**Exercise description**
Return the full set of entries precisely. Do not carry over any pictures.

(Collected data entries)
[Start of Attachment]

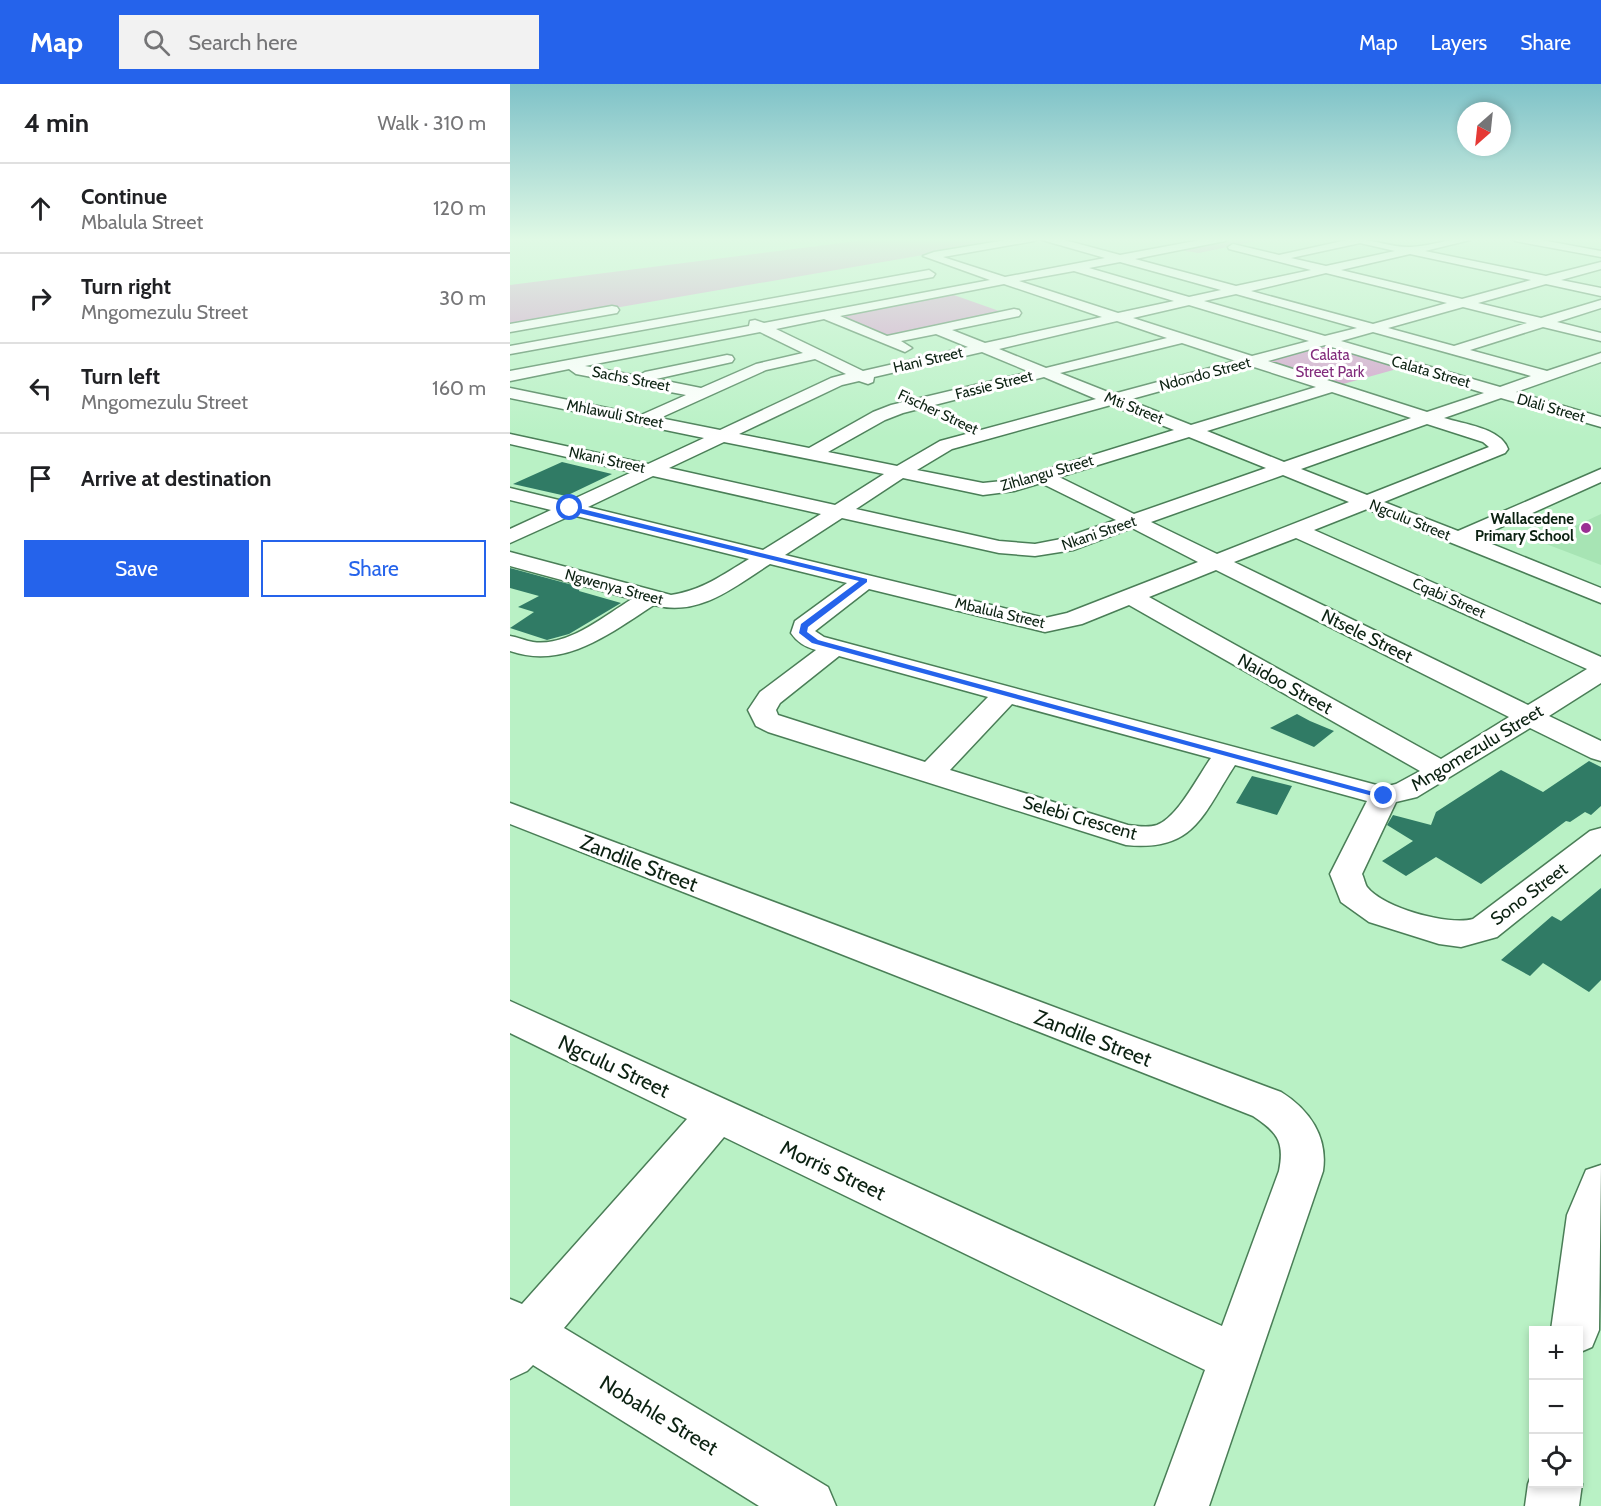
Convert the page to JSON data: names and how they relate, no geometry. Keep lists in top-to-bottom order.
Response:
{
  "streets": {
    "street": [
      "Hani Street",
      "Calata Street",
      "Ndondo Street",
      "Sachs Street",
      "Fassie Street",
      "Mti Street",
      "Dlali Street",
      "Fischer Street",
      "Mhlawuli Street",
      "Nkani Street",
      "Zihlangu Street",
      "Ngculu Street",
      "Ngwenya Street",
      "Cqabi Street",
      "Mbalula Street",
      "Ntsele Street",
      "Naidoo Street",
      "Mngomezulu Street",
      "Selebi Crescent",
      "Zandile Street",
      "Sono Street",
      "Morris Street",
      "Nobahle Street"
    ]
  },
  "crossings": [
    ["Hani Street", "Mti Street"],
    ["Hani Street", "Fischer Street"],
    ["Hani Street", "Mhlawuli Street"],
    ["Hani Street", "Nkani Street"],
    ["Hani Street", "Zihlangu Street"],
    ["Hani Street", "Mbalula Street"],
    ["Calata Street", "Ndondo Street"],
    ["Calata Street", "Dlali Street"],
    ["Calata Street", "Nkani Street"],
    ["Ndondo Street", "Mti Street"],
    ["Ndondo Street", "Fischer Street"],
    ["Ndondo Street", "Nkani Street"],
    ["Ndondo Street", "Zihlangu Street"],
    ["Ndondo Street", "Ngwenya Street"],
    ["Fassie Street", "Mti Street"],
    ["Fassie Street", "Fischer Street"],
    ["Fassie Street", "Zihlangu Street"],
    ["Mti Street", "Nkani Street"],
    ["Mti Street", "Zihlangu Street"],
    ["Mti Street", "Ngculu Street"],
    ["Dlali Street", "Nkani Street"],
    ["Mhlawuli Street", "Zihlangu Street"],
    ["Nkani Street", "Ngculu Street"],
    ["Nkani Street", "Ngwenya Street"],
    ["Nkani Street", "Mbalula Street"],
    ["Nkani Street", "Ntsele Street"],
    ["Zihlangu Street", "Ntsele Street"],
    ["Ngculu Street", "Mbalula Street"],
    ["Ngculu Street", "Morris Street"],
    ["Ngwenya Street", "Mbalula Street"],
    ["Cqabi Street", "Mbalula Street"],
    ["Mbalula Street", "Ntsele Street"],
    ["Mbalula Street", "Naidoo Street"],
    ["Ntsele Street", "Mngomezulu Street"],
    ["Naidoo Street", "Mngomezulu Street"],
    ["Mngomezulu Street", "Sono Street"],
    ["Zandile Street", "Morris Street"]
  ],
  "parks": ["Calata Street Park"],
  "places": ["Wallacedene Primary School"],
  "north": "bottom left",
  "page": {
    "header": "Map",
    "search": "Search here",
    "nav": ["Map", "Layers", "Share"],
    "heading": ["4 min", "Walk · 310 m"],
    "list": [
      ["Continue", "Mbalula Street", "120 m"],
      ["Turn right", "Mngomezulu Street", "30 m"],
      ["Turn left", "Mngomezulu Street", "160 m"],
      "Arrive at destination"
    ],
    "buttons": ["Save", "Share"],
    "map_buttons": ["+", "−"]
  }
}
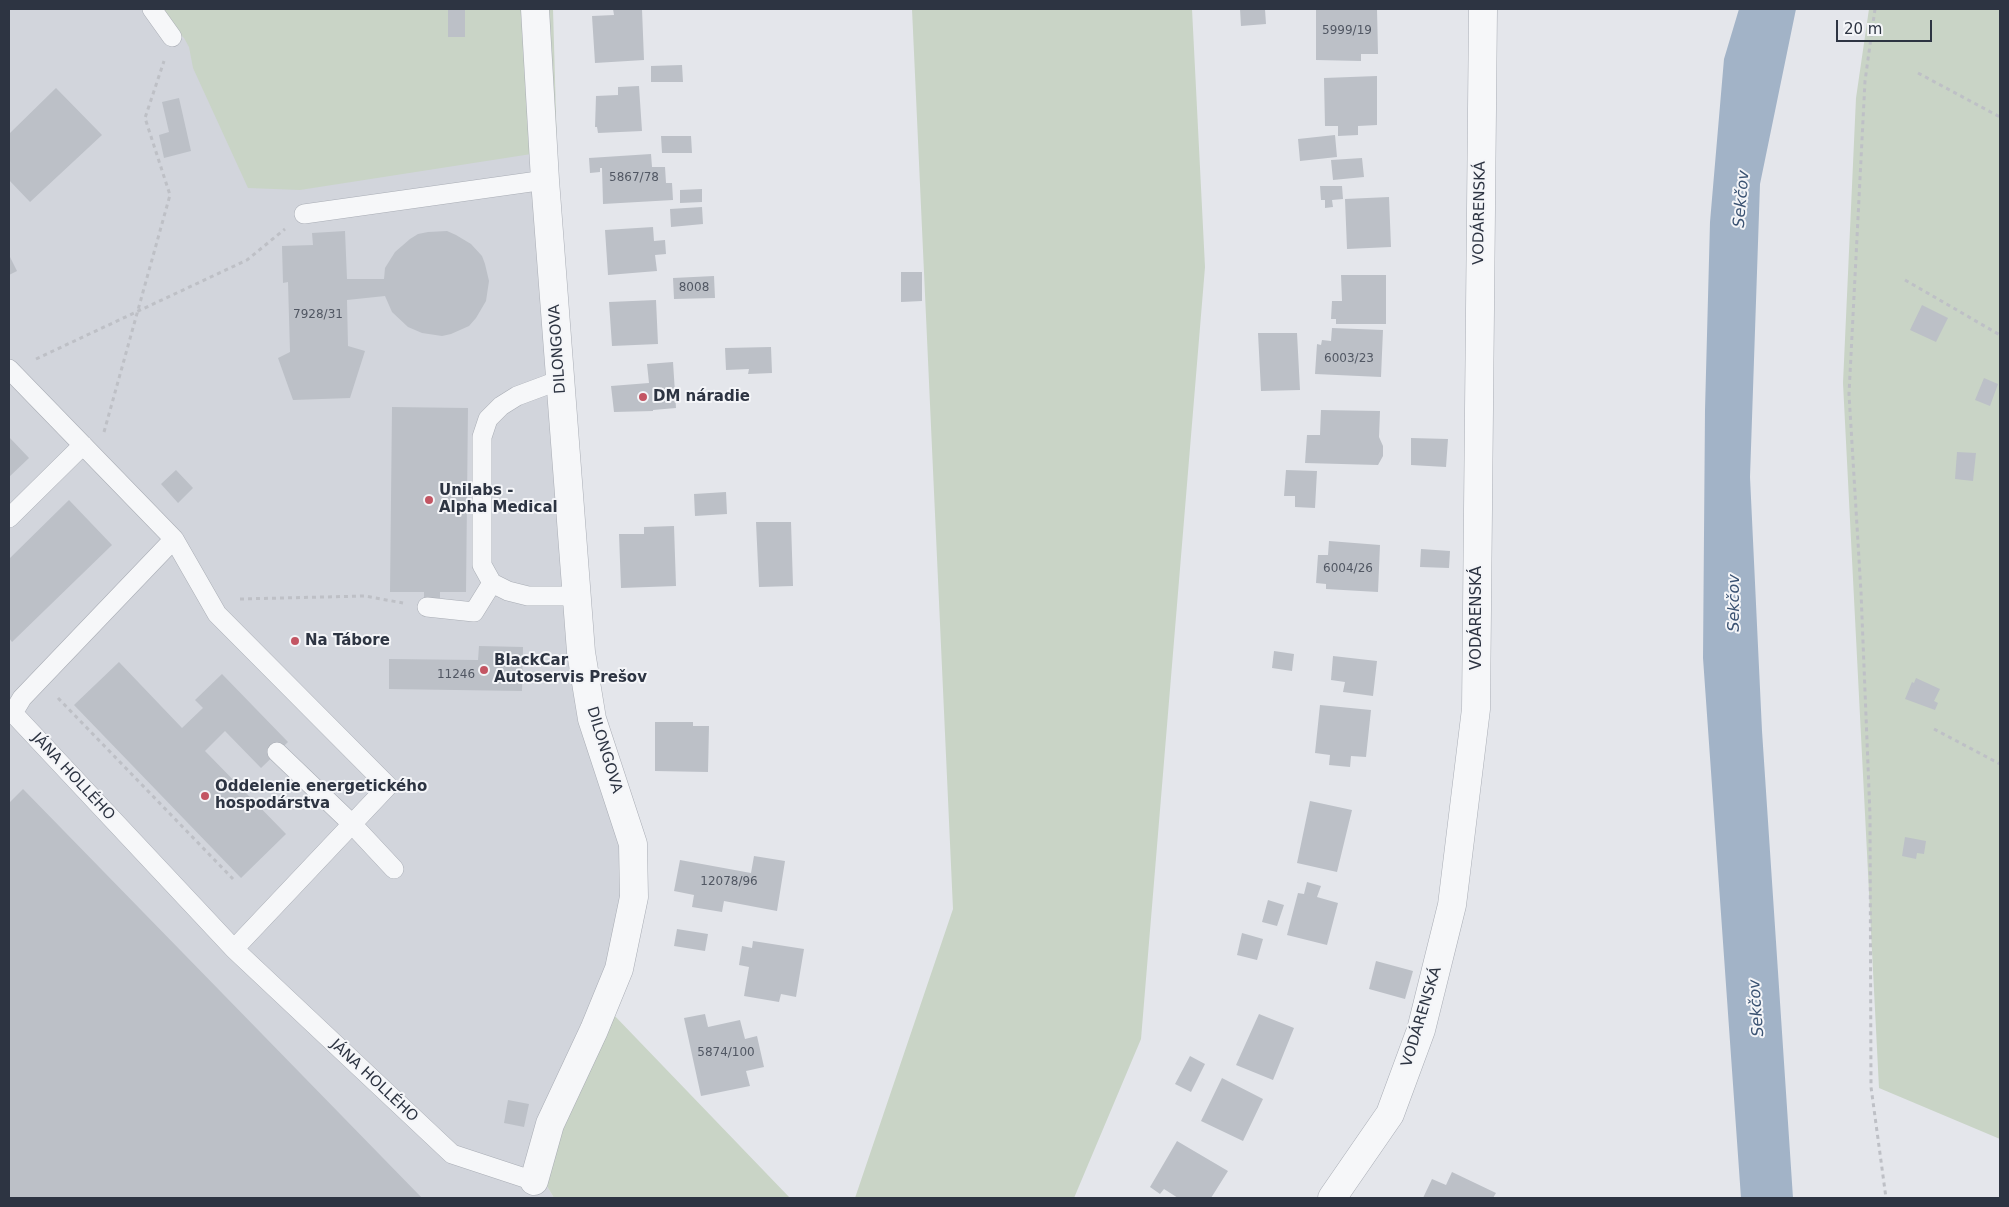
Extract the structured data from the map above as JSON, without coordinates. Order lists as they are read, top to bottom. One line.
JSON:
{"streets":{"street":["VODÁRENSKÁ","DILONGOVA"],"lane":["JÁNA HOLLÉHO"]},"crossings":[["DILONGOVA","JÁNA HOLLÉHO"]],"water":["Sekčov"],"places":["DM náradie","Unilabs - Alpha Medical","Na Tábore","BlackCar Autoservis Prešov","Oddelenie energetického hospodárstva"],"house_numbers":["5999/19","5867/78","8008","7928/31","6003/23","6004/26","11246","12078/96","5874/100"],"scale_bar":"20 m"}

[End of Attachment]

**Solved problem**
Convert the page to JSON data: names and how they relate, no geometry. Keep lists in top-to-bottom order.
Response:
{
  "streets": {
    "street": [
      "Hani Street",
      "Calata Street",
      "Ndondo Street",
      "Sachs Street",
      "Fassie Street",
      "Mti Street",
      "Dlali Street",
      "Fischer Street",
      "Mhlawuli Street",
      "Nkani Street",
      "Zihlangu Street",
      "Ngculu Street",
      "Ngwenya Street",
      "Cqabi Street",
      "Mbalula Street",
      "Ntsele Street",
      "Naidoo Street",
      "Mngomezulu Street",
      "Selebi Crescent",
      "Zandile Street",
      "Sono Street",
      "Morris Street",
      "Nobahle Street"
    ]
  },
  "crossings": [
    ["Hani Street", "Mti Street"],
    ["Hani Street", "Fischer Street"],
    ["Hani Street", "Mhlawuli Street"],
    ["Hani Street", "Nkani Street"],
    ["Hani Street", "Zihlangu Street"],
    ["Hani Street", "Mbalula Street"],
    ["Calata Street", "Ndondo Street"],
    ["Calata Street", "Dlali Street"],
    ["Calata Street", "Nkani Street"],
    ["Ndondo Street", "Mti Street"],
    ["Ndondo Street", "Fischer Street"],
    ["Ndondo Street", "Nkani Street"],
    ["Ndondo Street", "Zihlangu Street"],
    ["Ndondo Street", "Ngwenya Street"],
    ["Fassie Street", "Mti Street"],
    ["Fassie Street", "Fischer Street"],
    ["Fassie Street", "Zihlangu Street"],
    ["Mti Street", "Nkani Street"],
    ["Mti Street", "Zihlangu Street"],
    ["Mti Street", "Ngculu Street"],
    ["Dlali Street", "Nkani Street"],
    ["Mhlawuli Street", "Zihlangu Street"],
    ["Nkani Street", "Ngculu Street"],
    ["Nkani Street", "Ngwenya Street"],
    ["Nkani Street", "Mbalula Street"],
    ["Nkani Street", "Ntsele Street"],
    ["Zihlangu Street", "Ntsele Street"],
    ["Ngculu Street", "Mbalula Street"],
    ["Ngculu Street", "Morris Street"],
    ["Ngwenya Street", "Mbalula Street"],
    ["Cqabi Street", "Mbalula Street"],
    ["Mbalula Street", "Ntsele Street"],
    ["Mbalula Street", "Naidoo Street"],
    ["Ntsele Street", "Mngomezulu Street"],
    ["Naidoo Street", "Mngomezulu Street"],
    ["Mngomezulu Street", "Sono Street"],
    ["Zandile Street", "Morris Street"]
  ],
  "parks": ["Calata Street Park"],
  "places": ["Wallacedene Primary School"],
  "north": "bottom left",
  "page": {
    "header": "Map",
    "search": "Search here",
    "nav": ["Map", "Layers", "Share"],
    "heading": ["4 min", "Walk · 310 m"],
    "list": [
      ["Continue", "Mbalula Street", "120 m"],
      ["Turn right", "Mngomezulu Street", "30 m"],
      ["Turn left", "Mngomezulu Street", "160 m"],
      "Arrive at destination"
    ],
    "buttons": ["Save", "Share"],
    "map_buttons": ["+", "−"]
  }
}
Extract the structured data from the map above as JSON, without coordinates. Order lists as they are read, top to bottom. One line.
JSON:
{"streets":{"street":["VODÁRENSKÁ","DILONGOVA"],"lane":["JÁNA HOLLÉHO"]},"crossings":[["DILONGOVA","JÁNA HOLLÉHO"]],"water":["Sekčov"],"places":["DM náradie","Unilabs - Alpha Medical","Na Tábore","BlackCar Autoservis Prešov","Oddelenie energetického hospodárstva"],"house_numbers":["5999/19","5867/78","8008","7928/31","6003/23","6004/26","11246","12078/96","5874/100"],"scale_bar":"20 m"}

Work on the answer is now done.